Produk Alternatif Tembakau Terbukti Tekan Angka Perokok di Eropa
jpnn.com, JAKARTA - Perdebatan mengenai risiko kesehatan produk tembakau kembali mencuat akhir-akhir ini, terutama ketika adanya wacana penyamaan produk tembakau dengan narkotika dalam RUU Omnibus Kesehatan.
Menurut Anggota Dewan Perwakilan Rakyat (DPR) RI Yahya Zaini, penyamaan itu tidak tepat, bahkan produk tembakau mestinya diatur terperinci sesuai dengan risikonya (11/5).
Penelitian mengenai risiko produk alternatif tembakau pernah dilakukan di Indonesia, salah satunya oleh Dosen Fakultas Kedokteran Gigi Universitas Padjadjaran Bandung, Amaliya.
Ia menjelaskan bahwa produk tembakau beragam, dan masing-masing mempunyai risiko yang berbeda-beda. Rokok elektrik dan rokok konvensional misalnya. Menurut Amaliya, keduanya punya risiko kesehatan yang tidak sama.
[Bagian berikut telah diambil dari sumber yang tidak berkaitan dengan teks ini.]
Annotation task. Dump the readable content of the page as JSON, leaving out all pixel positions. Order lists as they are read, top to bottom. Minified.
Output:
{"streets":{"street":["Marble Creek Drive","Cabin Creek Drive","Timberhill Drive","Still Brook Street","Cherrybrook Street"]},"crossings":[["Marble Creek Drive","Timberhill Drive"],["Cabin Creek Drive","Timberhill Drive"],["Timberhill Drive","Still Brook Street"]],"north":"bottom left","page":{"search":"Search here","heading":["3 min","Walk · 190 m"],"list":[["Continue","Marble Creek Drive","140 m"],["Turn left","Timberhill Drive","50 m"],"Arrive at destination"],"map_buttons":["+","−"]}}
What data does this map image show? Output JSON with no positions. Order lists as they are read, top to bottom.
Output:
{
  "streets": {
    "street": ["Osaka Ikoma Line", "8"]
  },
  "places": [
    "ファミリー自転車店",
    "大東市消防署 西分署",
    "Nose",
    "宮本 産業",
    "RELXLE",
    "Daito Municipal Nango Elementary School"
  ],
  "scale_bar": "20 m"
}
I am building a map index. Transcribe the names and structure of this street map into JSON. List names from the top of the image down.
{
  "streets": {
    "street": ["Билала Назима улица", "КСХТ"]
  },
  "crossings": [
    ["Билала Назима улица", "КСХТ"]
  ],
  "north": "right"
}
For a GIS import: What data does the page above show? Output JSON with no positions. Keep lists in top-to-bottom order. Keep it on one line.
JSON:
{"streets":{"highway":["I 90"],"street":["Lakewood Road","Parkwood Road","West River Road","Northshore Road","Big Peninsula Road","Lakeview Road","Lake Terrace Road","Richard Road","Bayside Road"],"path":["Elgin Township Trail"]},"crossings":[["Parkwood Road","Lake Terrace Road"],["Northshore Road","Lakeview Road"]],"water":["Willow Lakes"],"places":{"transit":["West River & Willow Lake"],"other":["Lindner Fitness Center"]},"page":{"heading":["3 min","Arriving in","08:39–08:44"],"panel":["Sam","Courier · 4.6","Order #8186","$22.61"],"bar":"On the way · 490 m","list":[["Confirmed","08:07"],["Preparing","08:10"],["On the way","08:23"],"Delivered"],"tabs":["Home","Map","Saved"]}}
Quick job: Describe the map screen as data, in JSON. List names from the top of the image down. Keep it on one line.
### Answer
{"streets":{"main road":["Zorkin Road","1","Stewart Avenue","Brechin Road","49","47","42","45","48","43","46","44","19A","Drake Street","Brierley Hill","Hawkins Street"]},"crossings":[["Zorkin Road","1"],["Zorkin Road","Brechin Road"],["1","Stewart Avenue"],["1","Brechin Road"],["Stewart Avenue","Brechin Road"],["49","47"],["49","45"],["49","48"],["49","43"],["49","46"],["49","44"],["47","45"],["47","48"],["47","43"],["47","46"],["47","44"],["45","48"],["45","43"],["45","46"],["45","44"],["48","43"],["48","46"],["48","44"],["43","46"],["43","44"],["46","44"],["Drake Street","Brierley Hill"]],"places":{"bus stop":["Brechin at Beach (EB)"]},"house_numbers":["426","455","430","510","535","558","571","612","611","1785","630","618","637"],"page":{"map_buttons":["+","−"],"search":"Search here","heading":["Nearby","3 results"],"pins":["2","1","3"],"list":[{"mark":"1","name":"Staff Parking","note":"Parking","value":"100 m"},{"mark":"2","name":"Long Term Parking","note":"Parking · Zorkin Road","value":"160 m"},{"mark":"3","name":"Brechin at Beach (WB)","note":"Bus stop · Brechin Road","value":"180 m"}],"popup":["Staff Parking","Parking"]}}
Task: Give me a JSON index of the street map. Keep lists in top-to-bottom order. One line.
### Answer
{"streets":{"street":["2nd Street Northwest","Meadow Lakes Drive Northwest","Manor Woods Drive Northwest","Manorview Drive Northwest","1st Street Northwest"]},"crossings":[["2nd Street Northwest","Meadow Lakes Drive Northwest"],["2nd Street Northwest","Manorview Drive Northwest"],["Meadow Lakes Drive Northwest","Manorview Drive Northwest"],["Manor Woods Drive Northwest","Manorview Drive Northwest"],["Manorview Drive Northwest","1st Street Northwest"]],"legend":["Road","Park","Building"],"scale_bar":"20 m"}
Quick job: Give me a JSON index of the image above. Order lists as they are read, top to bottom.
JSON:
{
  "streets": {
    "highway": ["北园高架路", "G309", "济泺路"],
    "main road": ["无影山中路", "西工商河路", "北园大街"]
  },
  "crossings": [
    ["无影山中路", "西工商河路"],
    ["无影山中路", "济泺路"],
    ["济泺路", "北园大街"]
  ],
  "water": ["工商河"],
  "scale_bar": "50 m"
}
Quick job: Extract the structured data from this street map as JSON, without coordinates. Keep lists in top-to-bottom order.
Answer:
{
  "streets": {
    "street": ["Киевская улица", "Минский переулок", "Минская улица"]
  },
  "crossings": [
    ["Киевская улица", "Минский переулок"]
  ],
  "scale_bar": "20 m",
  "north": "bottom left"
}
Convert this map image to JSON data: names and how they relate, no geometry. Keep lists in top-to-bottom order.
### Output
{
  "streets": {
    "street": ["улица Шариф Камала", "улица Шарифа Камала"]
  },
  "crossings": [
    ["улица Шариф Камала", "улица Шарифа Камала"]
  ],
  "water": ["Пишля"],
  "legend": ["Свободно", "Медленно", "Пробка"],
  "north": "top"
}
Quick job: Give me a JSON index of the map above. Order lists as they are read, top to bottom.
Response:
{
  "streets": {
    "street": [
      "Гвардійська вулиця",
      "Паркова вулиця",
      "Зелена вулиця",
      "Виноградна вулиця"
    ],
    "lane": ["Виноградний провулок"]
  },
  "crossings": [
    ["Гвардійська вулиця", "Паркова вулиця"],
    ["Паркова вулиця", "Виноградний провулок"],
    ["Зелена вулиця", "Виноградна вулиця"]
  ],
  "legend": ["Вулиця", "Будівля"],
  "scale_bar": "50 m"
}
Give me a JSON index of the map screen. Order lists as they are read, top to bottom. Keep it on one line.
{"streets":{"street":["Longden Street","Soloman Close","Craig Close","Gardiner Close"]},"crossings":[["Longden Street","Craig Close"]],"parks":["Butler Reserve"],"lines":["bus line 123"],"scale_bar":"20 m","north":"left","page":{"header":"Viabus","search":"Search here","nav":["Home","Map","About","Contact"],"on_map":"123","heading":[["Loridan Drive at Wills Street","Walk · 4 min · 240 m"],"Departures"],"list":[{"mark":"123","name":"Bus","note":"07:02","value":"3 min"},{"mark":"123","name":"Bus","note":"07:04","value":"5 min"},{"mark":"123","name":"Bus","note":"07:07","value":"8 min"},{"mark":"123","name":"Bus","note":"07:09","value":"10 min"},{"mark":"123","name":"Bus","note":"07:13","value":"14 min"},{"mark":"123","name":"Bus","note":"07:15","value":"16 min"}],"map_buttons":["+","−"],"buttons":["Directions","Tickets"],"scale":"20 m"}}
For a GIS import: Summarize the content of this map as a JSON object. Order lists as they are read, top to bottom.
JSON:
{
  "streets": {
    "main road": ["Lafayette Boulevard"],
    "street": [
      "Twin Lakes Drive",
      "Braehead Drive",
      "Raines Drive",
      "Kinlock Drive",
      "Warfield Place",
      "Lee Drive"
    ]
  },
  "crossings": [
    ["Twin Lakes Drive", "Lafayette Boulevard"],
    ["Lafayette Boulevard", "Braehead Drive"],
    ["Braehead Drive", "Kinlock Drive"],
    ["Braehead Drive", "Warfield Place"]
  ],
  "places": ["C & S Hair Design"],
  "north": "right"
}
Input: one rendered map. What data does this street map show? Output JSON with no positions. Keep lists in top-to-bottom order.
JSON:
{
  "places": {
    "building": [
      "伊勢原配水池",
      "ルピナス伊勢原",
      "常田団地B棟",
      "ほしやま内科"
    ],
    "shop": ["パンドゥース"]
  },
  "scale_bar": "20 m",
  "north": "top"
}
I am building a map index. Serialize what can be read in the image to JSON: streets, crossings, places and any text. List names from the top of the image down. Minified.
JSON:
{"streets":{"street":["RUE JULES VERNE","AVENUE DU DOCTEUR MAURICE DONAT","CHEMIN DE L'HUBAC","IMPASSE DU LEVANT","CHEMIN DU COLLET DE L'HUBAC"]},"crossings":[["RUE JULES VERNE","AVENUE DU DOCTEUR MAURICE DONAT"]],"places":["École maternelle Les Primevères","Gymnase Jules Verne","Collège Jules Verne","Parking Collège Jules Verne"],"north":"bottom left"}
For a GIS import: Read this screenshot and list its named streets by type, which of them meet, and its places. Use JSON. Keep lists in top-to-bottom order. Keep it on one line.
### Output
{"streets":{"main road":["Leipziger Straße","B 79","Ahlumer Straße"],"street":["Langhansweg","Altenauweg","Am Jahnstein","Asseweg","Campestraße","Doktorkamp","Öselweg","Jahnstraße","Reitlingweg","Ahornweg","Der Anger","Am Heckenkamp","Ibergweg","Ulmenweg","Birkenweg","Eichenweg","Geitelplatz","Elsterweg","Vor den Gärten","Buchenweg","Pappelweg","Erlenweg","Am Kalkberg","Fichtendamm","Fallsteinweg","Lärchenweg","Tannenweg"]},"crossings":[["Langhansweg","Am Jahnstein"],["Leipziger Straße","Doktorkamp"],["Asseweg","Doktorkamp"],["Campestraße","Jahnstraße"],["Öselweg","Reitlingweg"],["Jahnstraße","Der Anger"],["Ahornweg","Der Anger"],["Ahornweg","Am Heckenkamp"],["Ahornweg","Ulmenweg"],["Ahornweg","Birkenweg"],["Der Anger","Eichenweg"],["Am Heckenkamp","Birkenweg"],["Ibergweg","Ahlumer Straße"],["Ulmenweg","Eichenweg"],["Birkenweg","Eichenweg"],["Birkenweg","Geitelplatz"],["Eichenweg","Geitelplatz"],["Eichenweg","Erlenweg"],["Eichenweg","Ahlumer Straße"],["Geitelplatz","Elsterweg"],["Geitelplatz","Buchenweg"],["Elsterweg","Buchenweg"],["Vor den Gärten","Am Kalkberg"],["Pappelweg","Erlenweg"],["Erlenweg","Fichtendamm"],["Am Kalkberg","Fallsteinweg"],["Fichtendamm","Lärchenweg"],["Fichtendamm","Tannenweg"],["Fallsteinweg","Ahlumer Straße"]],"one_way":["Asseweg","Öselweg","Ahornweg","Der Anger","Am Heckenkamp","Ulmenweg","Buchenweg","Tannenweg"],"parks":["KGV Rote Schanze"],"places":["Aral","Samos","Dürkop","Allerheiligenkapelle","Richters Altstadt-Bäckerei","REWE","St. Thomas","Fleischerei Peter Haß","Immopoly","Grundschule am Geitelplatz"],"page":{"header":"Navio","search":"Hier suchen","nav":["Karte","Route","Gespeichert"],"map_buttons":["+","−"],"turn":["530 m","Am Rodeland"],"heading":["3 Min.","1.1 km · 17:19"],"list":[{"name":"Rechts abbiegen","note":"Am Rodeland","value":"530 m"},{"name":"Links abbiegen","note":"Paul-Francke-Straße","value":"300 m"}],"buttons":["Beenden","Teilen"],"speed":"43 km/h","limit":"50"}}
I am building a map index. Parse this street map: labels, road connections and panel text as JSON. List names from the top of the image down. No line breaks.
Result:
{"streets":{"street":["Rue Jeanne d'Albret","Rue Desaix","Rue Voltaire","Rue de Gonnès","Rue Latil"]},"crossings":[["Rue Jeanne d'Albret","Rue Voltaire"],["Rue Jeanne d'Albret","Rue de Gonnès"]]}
“Aerosol/uap yang dihasilkan vape atau rokok elektrik mengandung sedikit sekali (zat berbahaya dan karsinogen), bisa dikatakan kadarnya tidak bermakna,” kata Amaliya, Dosen FKG UNPAD pada acara daring Wednesday about Research & Innovation in the Graduate School Universitas Padajajaran..
Selain itu, cara konsumsi produk alternatif berbeda karena tidak dibakar, sehingga risikonya bisa ditekan karena tidak menghasilkan residu hasil pembakaran (TAR) yang berbahaya bagi tubuh.
Menurut Amaliya, komponen TAR tidak ditemukan pada produk alternatif tembakau.
“Pembakaran dari rokok dapat mencapai lebih dari 800 derajat selsius. Yang terdapat dalam produk tembakau dipanaskan dan vape hanya pemanasan, tidak ada asap. Rokok yang dibakar tentu mengeluarkan lebih banyak zat toxic (beracun) dan penyebab kanker (karsinogen),” ujar Amaliya dalam acara yang sama.